ODM tables initialization
When an ODM table is empty (after inital creation or after schema change), it must be initialized with the current content of the corresponding DataHub entities. This must be "manually" done by calling /sql/data/initialize. When an initialization is requested, all ODM tables existing in the ODM database/schema will be emptied and refilled in the following order:
- DataHubSite
- DataHubSource
- DataHubVariable
ODM initialization operation
Every ODM table is initialized according to the following pseudo code:
DELETE FROM TABLE
foreach batch_of_1000 in GetDataHubEntities()
try bulk_insert batch_of_1000
if bulk_insert failed
foreach entity in batch_of_1000
insert entity
The ODM synchronizer will first try to bulk insert rows by batch of 1000 rows.
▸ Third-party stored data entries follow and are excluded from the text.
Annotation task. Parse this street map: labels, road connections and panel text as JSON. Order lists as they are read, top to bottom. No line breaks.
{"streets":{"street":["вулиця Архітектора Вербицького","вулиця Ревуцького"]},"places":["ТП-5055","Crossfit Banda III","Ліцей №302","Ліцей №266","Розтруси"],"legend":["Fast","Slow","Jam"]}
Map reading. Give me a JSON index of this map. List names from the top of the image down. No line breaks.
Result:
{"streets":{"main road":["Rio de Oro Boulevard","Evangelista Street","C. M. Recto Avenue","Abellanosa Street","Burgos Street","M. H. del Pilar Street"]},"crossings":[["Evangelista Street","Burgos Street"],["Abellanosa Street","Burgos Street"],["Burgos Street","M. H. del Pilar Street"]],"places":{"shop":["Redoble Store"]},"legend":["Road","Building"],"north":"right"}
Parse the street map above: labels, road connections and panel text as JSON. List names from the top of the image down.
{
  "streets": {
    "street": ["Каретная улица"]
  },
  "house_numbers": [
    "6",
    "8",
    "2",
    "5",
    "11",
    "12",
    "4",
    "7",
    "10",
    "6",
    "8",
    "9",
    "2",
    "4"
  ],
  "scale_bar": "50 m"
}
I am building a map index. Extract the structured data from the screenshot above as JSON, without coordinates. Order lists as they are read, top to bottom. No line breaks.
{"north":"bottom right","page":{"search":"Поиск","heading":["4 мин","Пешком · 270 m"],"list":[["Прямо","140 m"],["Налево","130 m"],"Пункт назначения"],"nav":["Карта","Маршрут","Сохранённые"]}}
If the bulk insert fails, the ODM synchronizer will try to individually insert every row in the the batch. This gives a chance to insert valid rows even if a few of them in the batch create insertion error. The ODM synchronizer will stop initialization and clear the table in the following circumstances:
- There is less than 1000 entities to sync and 50% of them caused insertion error
- There is more than 1000 entities to sync and 10% of a batch of 1000 entities caused insertion error
ODM initialization feedback
The ODM synchronizer will insert rows in the DataHubFeedback table (provided that the table exists), reporting insertion statistics and errors.